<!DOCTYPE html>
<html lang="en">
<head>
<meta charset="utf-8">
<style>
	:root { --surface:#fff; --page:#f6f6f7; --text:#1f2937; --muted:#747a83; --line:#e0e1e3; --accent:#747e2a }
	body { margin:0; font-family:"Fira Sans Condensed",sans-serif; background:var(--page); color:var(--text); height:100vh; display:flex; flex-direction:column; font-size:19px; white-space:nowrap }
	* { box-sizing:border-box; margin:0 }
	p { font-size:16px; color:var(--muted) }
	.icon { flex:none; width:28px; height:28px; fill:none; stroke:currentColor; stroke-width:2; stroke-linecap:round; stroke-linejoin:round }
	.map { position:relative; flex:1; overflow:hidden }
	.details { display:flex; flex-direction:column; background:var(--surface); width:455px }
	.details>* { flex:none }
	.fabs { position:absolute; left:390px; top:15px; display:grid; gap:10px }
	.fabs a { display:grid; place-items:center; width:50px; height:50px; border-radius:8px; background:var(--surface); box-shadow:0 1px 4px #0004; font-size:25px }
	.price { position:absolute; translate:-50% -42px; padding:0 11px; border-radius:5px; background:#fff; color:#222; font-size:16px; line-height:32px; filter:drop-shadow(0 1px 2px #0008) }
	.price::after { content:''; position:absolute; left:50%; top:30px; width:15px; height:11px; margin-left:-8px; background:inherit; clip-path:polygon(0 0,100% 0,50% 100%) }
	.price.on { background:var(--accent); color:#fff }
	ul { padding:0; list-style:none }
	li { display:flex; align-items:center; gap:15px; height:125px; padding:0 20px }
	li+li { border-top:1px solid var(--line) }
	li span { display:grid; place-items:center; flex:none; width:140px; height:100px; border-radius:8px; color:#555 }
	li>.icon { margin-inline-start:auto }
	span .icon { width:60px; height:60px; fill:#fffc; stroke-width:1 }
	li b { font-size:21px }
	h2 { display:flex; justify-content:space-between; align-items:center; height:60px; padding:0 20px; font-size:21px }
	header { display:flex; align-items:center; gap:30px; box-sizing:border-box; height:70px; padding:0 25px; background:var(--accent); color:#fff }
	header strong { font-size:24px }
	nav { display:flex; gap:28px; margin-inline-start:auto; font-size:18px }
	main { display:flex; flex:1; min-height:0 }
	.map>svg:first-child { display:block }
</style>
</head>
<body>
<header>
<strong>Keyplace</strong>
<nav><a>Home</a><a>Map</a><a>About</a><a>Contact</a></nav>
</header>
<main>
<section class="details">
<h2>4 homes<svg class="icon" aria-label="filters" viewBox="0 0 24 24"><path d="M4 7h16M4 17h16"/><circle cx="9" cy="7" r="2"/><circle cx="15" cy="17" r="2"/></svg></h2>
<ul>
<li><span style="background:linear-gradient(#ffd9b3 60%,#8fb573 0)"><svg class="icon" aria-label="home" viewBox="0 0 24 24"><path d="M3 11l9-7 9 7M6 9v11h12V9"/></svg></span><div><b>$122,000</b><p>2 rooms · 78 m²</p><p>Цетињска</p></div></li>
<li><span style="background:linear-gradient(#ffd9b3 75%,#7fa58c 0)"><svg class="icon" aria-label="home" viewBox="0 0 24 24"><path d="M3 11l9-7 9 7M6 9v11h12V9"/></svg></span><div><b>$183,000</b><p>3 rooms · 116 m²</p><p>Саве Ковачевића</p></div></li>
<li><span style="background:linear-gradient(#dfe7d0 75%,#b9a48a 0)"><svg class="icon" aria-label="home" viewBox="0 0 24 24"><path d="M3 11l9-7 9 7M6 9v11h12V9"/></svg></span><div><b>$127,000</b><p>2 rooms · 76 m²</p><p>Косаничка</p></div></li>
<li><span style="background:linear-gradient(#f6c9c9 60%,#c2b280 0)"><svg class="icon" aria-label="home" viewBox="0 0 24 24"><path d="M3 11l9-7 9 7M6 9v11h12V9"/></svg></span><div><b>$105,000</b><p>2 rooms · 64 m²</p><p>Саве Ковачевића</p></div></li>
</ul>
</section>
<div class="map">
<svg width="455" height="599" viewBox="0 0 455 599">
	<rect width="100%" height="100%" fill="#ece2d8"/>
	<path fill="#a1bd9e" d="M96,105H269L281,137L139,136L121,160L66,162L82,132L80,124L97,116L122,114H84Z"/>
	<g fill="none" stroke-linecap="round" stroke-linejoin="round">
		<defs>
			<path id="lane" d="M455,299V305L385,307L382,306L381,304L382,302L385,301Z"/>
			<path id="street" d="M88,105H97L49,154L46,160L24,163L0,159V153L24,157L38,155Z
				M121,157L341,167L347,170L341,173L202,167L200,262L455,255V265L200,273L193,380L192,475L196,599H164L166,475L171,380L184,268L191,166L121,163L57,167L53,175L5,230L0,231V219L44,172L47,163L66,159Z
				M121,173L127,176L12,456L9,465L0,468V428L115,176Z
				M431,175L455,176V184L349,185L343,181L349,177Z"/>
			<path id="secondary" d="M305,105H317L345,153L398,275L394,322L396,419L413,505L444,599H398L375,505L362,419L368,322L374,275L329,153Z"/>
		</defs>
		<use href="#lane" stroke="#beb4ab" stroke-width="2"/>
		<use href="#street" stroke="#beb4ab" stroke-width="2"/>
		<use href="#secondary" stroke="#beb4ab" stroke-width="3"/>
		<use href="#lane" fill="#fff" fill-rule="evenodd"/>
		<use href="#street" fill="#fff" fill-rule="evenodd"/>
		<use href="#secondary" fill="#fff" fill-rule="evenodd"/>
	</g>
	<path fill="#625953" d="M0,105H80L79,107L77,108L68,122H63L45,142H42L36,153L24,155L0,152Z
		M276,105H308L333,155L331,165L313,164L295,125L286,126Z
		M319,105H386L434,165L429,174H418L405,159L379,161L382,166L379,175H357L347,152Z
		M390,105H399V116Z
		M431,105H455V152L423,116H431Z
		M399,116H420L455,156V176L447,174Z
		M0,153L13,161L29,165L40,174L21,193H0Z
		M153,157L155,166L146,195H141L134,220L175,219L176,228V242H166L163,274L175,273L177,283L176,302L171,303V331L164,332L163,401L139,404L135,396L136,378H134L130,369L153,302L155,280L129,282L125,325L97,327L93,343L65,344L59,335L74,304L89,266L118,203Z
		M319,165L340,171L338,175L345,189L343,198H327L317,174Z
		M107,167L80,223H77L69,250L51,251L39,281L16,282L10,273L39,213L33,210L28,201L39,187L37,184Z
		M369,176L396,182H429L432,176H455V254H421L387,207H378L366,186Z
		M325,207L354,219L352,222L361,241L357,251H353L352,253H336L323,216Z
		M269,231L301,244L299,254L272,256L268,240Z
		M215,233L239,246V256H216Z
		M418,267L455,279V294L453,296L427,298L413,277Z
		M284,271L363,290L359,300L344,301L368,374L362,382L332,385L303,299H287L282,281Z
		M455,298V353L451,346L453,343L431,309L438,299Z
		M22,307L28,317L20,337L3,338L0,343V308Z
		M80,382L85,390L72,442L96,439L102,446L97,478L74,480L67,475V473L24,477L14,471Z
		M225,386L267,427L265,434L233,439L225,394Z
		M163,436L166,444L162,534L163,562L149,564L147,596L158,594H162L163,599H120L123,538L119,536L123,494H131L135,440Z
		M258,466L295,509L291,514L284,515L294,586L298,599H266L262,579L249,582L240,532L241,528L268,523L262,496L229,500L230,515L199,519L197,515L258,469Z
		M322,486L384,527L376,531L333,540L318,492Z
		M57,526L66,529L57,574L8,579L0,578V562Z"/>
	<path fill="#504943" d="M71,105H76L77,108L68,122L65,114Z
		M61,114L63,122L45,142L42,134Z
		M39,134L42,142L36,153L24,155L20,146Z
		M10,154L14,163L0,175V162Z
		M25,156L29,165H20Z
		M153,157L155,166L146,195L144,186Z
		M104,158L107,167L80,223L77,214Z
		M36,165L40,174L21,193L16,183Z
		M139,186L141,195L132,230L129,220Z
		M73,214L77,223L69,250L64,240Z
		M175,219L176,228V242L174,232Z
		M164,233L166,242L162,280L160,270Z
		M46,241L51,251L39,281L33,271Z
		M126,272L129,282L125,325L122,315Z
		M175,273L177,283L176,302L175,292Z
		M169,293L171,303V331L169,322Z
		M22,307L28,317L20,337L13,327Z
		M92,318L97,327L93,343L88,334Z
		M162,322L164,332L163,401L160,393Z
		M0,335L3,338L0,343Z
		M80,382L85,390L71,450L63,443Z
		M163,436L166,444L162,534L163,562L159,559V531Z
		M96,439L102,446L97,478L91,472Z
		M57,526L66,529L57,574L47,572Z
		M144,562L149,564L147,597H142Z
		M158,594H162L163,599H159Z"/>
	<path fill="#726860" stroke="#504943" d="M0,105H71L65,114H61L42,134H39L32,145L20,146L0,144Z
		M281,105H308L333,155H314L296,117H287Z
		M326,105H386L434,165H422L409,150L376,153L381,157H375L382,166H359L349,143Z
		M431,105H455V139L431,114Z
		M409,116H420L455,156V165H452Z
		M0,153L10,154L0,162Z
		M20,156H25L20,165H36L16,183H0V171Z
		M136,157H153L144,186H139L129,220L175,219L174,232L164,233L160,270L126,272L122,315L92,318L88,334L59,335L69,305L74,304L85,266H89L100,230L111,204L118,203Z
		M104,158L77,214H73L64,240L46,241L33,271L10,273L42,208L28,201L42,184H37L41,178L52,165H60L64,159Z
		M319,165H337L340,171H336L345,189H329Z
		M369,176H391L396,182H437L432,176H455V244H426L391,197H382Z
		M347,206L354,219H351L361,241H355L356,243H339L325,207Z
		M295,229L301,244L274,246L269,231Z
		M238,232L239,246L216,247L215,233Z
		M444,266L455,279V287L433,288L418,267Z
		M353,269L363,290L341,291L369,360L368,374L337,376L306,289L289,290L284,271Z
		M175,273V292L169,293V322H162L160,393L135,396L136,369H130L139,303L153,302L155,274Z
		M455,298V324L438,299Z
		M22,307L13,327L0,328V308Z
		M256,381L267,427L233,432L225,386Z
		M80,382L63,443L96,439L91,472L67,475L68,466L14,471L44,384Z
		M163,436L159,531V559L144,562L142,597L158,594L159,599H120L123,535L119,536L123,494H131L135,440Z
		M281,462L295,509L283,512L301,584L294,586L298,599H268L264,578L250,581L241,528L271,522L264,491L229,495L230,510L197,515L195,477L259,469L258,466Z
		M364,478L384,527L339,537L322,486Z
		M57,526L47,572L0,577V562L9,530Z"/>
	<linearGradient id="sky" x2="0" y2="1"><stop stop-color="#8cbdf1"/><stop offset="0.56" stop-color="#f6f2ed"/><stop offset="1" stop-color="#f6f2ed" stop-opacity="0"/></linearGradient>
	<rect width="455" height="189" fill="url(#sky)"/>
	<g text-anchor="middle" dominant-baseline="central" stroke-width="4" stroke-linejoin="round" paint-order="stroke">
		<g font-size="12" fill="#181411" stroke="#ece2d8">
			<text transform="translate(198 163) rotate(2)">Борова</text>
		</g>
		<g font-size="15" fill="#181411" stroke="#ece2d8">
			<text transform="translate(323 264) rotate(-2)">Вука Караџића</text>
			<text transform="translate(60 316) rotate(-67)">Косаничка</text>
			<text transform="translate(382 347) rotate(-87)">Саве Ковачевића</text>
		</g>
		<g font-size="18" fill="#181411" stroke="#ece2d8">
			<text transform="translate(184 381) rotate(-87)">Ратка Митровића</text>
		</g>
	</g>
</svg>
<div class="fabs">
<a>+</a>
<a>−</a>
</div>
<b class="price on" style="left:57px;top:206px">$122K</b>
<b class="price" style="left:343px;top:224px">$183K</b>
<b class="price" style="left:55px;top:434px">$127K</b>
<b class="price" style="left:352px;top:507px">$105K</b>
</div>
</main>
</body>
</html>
* * *
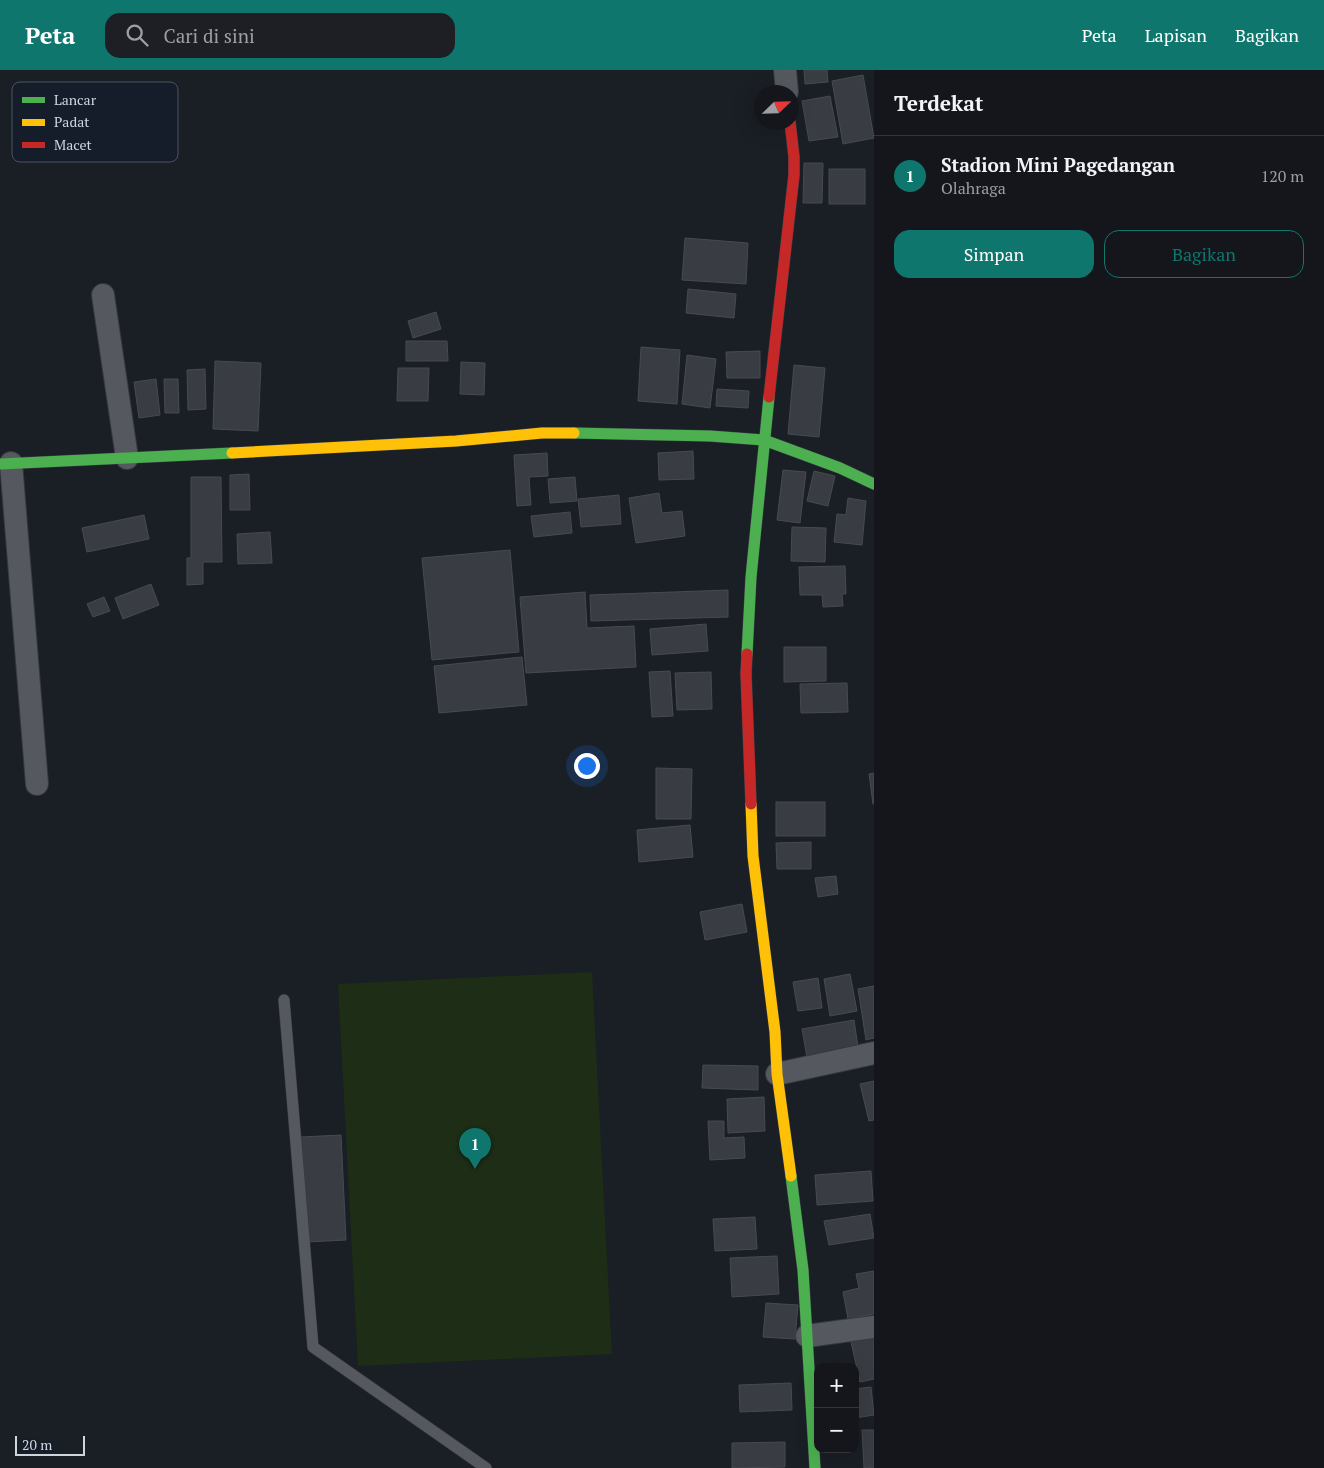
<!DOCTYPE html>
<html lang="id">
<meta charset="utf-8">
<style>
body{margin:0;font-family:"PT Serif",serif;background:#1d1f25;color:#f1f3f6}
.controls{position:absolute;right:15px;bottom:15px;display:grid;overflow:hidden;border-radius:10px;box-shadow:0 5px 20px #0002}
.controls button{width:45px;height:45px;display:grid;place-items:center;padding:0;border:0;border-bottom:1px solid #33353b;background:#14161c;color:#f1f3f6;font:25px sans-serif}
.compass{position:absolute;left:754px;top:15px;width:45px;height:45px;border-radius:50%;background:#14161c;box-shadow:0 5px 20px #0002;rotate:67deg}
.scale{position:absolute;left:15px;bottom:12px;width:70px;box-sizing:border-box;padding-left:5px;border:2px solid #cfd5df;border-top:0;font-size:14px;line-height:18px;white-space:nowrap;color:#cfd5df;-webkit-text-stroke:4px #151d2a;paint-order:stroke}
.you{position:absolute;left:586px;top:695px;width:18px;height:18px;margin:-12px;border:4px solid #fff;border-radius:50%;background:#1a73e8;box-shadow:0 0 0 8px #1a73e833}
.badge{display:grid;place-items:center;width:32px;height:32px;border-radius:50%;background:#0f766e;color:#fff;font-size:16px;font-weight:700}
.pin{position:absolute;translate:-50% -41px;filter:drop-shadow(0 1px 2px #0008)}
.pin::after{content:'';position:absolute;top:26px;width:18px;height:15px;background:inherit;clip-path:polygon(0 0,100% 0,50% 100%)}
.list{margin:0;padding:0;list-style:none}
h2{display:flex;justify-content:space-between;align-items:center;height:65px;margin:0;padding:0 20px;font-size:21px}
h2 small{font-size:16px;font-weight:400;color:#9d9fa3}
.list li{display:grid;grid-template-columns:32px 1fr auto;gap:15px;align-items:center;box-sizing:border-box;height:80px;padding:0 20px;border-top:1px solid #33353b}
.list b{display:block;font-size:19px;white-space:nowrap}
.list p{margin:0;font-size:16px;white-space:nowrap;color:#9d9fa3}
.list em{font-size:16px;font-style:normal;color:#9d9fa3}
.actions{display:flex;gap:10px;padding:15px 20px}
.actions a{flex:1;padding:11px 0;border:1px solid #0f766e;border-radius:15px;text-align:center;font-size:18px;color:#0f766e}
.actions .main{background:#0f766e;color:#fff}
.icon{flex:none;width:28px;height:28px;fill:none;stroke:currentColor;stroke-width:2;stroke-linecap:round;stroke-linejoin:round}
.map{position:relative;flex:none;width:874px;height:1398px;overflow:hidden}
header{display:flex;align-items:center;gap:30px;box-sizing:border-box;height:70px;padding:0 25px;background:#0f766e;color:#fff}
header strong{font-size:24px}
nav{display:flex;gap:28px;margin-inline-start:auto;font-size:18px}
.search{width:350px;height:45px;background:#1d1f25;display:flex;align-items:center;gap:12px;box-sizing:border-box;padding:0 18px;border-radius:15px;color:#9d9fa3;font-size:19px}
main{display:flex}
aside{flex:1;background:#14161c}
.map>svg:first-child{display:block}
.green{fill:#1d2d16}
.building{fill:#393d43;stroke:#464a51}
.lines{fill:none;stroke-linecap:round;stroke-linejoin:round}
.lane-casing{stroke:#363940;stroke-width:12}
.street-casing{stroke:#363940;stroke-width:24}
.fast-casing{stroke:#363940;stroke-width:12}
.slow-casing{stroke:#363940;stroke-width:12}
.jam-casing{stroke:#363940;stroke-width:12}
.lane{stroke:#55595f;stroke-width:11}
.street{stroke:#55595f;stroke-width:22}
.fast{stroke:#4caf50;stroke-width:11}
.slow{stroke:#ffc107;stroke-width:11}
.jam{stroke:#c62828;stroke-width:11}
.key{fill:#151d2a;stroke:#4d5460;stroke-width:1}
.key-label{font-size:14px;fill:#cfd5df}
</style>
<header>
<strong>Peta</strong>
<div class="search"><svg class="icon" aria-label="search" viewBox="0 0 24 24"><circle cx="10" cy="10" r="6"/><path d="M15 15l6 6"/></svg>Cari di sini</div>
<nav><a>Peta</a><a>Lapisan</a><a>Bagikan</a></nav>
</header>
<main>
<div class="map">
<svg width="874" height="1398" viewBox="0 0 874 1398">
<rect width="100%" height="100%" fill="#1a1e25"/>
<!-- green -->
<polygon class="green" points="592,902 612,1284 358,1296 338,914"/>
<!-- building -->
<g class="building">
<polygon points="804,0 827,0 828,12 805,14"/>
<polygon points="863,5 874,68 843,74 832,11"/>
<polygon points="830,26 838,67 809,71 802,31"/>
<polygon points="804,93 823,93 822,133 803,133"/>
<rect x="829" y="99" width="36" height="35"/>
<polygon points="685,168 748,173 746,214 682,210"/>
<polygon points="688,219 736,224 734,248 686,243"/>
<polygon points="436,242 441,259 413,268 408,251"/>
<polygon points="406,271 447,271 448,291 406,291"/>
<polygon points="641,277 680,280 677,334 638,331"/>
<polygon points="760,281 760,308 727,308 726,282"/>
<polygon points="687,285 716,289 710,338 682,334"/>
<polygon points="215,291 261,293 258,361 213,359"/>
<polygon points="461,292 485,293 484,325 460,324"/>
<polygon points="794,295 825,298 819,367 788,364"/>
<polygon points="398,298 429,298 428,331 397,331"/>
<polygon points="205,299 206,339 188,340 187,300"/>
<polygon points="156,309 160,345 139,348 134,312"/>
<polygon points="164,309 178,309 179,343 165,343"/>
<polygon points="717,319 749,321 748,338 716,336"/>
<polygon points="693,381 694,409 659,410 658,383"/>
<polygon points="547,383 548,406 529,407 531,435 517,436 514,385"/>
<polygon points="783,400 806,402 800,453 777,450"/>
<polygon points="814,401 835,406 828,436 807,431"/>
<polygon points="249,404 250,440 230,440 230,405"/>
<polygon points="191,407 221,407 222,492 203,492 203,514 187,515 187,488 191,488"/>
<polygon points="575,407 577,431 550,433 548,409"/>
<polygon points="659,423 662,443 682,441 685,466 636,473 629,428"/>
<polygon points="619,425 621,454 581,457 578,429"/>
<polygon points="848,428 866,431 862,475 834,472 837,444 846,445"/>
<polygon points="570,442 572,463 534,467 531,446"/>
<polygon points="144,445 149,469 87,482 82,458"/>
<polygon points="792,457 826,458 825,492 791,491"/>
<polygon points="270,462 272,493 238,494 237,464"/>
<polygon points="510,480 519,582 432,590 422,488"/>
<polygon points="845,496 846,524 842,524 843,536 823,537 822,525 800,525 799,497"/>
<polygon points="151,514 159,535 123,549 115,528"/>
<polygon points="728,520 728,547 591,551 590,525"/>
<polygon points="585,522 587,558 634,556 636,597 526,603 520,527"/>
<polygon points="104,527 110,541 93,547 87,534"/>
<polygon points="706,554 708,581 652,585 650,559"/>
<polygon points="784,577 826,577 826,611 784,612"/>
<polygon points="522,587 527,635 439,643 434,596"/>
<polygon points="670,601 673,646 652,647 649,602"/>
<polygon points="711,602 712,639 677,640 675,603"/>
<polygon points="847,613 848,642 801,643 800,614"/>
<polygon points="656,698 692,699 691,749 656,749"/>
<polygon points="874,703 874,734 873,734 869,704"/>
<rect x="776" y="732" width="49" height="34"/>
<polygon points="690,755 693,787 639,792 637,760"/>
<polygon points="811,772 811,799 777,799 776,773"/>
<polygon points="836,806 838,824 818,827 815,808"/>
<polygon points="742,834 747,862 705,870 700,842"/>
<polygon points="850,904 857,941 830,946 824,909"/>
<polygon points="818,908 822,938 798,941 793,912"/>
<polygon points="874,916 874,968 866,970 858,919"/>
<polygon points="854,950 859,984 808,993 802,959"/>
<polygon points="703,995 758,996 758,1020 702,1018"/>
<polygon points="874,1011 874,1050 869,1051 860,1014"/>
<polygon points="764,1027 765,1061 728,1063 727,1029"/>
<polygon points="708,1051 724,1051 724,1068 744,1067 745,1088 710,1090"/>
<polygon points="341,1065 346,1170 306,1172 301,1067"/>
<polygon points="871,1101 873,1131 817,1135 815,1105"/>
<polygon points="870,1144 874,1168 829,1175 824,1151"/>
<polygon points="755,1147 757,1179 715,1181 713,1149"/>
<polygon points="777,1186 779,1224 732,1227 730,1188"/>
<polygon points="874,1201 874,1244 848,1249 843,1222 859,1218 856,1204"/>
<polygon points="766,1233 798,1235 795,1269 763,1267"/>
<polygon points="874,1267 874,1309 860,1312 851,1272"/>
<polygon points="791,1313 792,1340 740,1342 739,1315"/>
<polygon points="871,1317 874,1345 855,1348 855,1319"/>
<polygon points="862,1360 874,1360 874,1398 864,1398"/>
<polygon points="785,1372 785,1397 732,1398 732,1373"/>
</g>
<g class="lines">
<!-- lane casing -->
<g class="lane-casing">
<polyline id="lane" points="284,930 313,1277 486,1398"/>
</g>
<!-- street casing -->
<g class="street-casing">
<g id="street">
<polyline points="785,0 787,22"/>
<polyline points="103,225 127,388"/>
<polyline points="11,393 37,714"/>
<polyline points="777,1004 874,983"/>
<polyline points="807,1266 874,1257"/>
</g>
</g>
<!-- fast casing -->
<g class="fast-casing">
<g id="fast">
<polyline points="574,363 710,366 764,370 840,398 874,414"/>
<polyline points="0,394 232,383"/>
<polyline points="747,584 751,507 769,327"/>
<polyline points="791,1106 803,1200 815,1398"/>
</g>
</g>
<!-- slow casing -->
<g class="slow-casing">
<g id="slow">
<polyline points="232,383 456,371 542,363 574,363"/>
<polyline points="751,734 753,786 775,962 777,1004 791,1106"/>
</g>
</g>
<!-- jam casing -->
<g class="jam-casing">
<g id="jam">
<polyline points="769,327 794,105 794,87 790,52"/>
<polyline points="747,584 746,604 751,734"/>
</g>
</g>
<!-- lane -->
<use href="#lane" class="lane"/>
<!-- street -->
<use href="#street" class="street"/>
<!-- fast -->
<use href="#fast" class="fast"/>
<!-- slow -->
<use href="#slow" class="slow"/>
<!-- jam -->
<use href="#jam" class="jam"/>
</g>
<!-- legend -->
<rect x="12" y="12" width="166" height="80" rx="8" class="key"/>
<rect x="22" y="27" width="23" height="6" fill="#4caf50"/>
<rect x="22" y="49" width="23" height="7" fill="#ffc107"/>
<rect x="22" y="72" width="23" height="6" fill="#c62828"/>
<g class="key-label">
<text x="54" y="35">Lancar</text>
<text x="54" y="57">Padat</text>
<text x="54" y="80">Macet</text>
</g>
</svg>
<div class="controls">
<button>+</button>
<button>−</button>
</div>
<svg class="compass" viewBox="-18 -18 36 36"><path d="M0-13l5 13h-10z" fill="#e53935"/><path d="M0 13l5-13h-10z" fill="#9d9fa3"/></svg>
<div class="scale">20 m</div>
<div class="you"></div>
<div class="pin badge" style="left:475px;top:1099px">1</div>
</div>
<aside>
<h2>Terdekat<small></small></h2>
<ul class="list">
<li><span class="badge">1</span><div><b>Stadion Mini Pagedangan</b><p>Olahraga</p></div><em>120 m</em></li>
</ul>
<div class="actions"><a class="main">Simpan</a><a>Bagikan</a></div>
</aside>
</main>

**THE PROBLEM**
Go through the entries above and count the lines containing the word "shadow"; give only that count.

**YOUR SOLUTION**
6